### Your task
Within the data below, tally the lines that contain "canvas" and state only the total.

Collected data entries
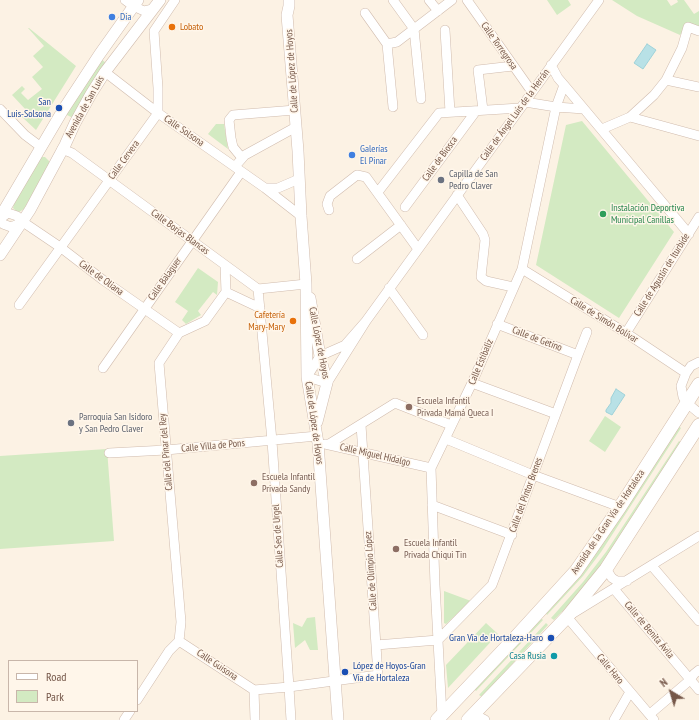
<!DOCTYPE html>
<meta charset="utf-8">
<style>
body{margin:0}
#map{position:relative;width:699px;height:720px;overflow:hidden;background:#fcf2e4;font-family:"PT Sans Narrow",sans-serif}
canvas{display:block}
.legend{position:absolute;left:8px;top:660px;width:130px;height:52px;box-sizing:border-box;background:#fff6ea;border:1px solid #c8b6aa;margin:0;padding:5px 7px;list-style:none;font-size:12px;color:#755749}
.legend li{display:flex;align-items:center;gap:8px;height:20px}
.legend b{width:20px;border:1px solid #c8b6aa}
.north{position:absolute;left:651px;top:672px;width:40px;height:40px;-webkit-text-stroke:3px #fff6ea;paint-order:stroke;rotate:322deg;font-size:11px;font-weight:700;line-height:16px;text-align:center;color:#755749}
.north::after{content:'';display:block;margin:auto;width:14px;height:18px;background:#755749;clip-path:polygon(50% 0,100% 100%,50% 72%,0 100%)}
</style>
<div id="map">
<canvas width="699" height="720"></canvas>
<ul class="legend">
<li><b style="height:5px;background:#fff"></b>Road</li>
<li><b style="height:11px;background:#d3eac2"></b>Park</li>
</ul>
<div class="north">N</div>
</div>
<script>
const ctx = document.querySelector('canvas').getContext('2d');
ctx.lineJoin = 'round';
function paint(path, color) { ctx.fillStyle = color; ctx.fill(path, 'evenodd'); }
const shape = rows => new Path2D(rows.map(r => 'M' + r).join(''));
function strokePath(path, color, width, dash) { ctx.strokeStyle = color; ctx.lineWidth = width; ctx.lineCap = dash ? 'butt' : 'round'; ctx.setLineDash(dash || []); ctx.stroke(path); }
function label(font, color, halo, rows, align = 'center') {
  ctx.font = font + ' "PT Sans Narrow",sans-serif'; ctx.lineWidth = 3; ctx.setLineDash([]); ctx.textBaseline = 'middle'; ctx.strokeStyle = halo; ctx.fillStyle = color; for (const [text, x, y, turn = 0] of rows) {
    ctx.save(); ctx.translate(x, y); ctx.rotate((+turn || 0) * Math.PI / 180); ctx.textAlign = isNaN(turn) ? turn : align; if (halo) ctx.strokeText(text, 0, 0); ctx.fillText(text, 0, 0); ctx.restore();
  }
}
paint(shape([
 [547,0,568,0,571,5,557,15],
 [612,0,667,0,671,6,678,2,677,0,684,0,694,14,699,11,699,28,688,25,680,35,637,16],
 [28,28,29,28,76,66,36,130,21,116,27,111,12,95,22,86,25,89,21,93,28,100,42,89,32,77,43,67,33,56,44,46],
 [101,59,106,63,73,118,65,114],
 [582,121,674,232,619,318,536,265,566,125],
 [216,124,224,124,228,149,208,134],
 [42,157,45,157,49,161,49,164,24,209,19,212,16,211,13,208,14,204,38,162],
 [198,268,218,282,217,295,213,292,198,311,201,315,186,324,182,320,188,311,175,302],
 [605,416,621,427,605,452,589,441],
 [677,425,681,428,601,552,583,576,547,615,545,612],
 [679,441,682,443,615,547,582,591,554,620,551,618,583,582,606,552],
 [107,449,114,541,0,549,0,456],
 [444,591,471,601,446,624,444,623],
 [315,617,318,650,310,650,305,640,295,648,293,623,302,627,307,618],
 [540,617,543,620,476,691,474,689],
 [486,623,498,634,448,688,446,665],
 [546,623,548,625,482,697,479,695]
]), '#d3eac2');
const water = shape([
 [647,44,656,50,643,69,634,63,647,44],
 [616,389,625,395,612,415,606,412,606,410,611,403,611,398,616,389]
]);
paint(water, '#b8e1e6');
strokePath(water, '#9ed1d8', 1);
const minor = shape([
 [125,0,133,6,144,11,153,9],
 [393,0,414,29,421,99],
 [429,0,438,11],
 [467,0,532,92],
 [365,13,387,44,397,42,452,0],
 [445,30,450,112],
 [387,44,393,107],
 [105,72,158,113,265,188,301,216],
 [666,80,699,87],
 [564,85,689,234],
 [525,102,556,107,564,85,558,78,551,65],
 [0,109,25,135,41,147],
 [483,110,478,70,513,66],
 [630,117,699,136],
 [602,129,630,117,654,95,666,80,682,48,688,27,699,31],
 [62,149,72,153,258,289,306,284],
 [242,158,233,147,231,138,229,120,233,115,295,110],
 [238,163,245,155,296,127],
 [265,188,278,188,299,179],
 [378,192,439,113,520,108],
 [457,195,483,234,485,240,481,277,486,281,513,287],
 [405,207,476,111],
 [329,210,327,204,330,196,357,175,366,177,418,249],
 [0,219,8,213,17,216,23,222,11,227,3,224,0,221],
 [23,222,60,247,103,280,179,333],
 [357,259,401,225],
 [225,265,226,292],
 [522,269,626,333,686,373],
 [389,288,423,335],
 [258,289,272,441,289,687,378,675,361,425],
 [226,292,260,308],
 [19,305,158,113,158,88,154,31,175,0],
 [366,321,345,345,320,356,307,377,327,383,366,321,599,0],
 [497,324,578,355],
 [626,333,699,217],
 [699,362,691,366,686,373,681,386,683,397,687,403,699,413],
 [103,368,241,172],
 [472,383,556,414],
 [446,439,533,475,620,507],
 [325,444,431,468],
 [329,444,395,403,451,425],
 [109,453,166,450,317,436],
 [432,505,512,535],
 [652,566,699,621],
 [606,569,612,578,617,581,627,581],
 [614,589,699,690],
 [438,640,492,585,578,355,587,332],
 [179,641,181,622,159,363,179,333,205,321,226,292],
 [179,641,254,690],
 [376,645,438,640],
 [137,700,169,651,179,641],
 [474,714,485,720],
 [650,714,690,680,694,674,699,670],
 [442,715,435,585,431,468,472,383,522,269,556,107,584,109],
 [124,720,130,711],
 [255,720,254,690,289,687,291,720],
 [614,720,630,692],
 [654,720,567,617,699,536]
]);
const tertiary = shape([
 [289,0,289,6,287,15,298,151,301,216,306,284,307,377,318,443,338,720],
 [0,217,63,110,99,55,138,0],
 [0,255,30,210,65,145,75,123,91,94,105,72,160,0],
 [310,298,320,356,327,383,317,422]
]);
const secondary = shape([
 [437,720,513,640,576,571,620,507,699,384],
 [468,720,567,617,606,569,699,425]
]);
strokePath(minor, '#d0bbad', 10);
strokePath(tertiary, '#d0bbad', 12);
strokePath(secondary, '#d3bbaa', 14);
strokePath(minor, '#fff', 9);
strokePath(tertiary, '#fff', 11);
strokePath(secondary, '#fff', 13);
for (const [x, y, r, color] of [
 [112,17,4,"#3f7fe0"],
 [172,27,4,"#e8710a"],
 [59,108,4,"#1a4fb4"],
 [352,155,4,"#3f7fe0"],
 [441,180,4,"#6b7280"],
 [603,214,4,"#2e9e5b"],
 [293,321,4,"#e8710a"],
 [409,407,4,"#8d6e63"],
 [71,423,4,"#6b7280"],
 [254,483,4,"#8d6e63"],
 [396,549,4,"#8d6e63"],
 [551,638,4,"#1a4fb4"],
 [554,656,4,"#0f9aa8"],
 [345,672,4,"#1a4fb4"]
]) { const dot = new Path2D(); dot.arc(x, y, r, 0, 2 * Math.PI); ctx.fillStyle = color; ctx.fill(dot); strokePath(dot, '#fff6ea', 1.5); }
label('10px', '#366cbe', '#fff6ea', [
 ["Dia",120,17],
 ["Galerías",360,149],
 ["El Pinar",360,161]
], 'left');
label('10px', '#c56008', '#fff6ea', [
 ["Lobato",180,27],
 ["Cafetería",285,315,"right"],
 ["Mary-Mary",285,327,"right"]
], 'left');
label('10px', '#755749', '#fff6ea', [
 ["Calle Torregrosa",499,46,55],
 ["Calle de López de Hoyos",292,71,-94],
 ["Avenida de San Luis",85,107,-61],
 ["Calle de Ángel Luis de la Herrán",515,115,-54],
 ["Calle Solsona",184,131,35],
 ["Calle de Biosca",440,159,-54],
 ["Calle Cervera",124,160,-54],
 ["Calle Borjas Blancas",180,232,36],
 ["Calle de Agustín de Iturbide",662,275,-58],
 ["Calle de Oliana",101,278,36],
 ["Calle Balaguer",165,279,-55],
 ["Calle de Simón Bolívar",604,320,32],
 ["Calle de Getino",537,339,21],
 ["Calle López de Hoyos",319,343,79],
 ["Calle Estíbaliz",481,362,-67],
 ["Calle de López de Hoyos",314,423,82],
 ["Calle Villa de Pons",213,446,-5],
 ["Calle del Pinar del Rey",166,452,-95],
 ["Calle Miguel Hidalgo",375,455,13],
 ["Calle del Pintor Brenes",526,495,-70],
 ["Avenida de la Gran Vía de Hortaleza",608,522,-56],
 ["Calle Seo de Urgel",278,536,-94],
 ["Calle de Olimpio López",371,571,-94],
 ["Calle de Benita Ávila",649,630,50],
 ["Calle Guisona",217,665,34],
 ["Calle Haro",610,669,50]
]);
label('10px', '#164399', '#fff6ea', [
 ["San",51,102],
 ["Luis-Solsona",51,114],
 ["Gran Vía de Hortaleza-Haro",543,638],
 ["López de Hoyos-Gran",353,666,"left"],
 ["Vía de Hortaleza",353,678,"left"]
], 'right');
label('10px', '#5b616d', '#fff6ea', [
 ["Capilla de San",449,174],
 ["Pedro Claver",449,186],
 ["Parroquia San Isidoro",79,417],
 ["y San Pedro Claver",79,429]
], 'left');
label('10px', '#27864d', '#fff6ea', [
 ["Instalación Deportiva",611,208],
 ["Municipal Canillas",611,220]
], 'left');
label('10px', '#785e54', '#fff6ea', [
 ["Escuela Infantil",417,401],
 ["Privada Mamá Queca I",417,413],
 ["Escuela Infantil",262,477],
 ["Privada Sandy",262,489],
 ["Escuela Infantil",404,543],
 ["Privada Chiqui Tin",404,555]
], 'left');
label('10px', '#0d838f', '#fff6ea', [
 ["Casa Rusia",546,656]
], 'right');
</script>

### Problem solution
3